– Arpías -comentó David.
– ¿Las habías visto antes? -preguntó el Leñador.
– No, la verdad es que no.
«Pero he leído sobre ellas, las he visto en mi libro de mitos griegos. Por algún motivo, no creo que pertenezcan a esta historia, pero aquí están…»
David no se sentía bien. Se apartó del borde del cañón, que era tan profundo que le daba vértigo.
– ¿Cómo cruzamos? -preguntó.
– Hay un puente a menos de un kilómetro de aquí, río abajo -contestó el Leñador-. Llegaremos antes de que caiga la noche.
Condujo a David por el cañón, manteniéndose cerca del bosque para no correr el peligro de perder pie y caer en aquel horrible abismo donde los esperaba la Camada.

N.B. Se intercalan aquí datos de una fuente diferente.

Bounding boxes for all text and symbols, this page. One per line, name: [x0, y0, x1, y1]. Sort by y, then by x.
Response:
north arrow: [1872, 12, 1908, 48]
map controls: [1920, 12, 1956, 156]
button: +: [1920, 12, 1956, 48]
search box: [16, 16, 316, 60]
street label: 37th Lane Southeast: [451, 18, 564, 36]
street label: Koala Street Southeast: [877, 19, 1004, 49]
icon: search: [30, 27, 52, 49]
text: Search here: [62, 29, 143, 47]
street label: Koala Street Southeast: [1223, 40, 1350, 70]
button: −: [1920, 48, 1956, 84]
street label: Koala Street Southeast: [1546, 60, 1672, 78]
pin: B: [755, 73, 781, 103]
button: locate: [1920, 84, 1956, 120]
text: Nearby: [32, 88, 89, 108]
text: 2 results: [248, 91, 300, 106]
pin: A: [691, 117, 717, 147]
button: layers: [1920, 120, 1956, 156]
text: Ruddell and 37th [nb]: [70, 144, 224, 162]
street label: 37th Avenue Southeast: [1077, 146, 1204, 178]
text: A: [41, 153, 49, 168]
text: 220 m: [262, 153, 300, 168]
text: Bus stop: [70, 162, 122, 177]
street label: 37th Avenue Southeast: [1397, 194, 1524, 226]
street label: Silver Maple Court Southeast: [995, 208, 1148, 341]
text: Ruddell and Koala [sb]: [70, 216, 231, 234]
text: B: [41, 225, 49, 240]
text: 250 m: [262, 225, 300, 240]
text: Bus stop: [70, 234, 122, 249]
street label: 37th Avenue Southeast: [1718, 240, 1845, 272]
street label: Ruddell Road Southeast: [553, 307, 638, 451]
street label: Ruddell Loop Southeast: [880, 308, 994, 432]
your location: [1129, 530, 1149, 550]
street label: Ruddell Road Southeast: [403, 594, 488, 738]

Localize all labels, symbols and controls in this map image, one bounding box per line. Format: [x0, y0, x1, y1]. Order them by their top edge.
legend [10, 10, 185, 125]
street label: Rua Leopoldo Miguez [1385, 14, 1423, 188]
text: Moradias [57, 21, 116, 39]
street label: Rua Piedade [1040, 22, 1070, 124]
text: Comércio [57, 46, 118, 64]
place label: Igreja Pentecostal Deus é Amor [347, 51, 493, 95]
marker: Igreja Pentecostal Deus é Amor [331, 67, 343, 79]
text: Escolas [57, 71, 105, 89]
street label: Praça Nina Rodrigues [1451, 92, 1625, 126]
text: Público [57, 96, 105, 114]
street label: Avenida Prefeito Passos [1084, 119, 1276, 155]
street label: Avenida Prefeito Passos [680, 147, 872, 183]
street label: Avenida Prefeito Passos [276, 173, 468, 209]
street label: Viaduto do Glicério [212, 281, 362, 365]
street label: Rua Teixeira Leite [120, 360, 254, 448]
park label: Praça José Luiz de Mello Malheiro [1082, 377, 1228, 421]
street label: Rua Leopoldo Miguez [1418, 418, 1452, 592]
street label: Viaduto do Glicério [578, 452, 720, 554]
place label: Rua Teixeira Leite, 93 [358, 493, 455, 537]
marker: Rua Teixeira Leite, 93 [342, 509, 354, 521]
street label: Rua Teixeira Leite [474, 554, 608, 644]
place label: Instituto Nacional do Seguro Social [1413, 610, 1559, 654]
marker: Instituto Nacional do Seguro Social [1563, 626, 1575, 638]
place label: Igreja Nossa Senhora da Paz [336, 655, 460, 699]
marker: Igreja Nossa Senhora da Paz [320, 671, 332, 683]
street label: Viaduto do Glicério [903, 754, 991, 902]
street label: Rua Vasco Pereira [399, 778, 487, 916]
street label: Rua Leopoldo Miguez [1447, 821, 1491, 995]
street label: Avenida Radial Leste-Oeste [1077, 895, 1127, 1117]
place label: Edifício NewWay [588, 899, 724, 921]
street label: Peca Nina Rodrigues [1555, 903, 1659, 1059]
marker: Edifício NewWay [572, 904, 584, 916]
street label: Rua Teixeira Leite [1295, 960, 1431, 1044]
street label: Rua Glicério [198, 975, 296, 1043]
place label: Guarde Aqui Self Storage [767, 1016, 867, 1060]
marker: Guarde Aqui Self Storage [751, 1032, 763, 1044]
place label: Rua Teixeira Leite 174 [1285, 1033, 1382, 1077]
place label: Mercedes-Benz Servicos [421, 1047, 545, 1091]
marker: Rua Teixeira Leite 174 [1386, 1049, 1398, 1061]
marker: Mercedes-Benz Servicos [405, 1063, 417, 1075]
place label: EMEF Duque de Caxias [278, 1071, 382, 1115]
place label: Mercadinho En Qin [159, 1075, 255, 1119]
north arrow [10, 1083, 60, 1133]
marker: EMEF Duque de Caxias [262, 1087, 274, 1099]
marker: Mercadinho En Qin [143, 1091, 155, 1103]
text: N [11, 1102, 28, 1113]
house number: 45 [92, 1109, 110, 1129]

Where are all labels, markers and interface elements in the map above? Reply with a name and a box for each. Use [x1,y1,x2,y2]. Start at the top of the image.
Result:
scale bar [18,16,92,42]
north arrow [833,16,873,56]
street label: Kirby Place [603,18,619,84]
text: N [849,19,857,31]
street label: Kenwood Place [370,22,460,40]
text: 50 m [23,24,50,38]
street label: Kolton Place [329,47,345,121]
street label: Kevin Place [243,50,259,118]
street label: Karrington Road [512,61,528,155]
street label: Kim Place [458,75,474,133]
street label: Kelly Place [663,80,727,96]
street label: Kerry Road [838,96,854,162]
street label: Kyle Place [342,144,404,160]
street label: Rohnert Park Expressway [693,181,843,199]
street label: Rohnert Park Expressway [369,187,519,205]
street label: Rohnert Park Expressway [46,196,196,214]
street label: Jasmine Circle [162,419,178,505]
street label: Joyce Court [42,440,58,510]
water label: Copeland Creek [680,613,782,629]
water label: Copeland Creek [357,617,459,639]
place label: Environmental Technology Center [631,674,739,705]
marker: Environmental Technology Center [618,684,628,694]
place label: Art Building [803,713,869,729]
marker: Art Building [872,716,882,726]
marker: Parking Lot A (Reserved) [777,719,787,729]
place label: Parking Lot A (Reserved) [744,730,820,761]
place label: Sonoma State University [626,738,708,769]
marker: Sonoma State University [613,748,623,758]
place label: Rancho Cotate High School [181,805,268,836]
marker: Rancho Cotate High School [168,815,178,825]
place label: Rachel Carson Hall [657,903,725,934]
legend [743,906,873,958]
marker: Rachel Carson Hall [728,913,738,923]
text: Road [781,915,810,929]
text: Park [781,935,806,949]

El niño podía oírlas batir las alas y, en más de una ocasión, le pareció ver a una de las criaturas ascender sobre el filo del cañón para mirarlos con odio.
– No tengas miedo -lo tranquilizó el Leñador-. Son unas criaturas cobardes. Si cayeras en su territorio, te cogerían en el aire y te harían pedazos, luchando entre ellas por el botín, pero no se atreverían a atacar en tierra firme.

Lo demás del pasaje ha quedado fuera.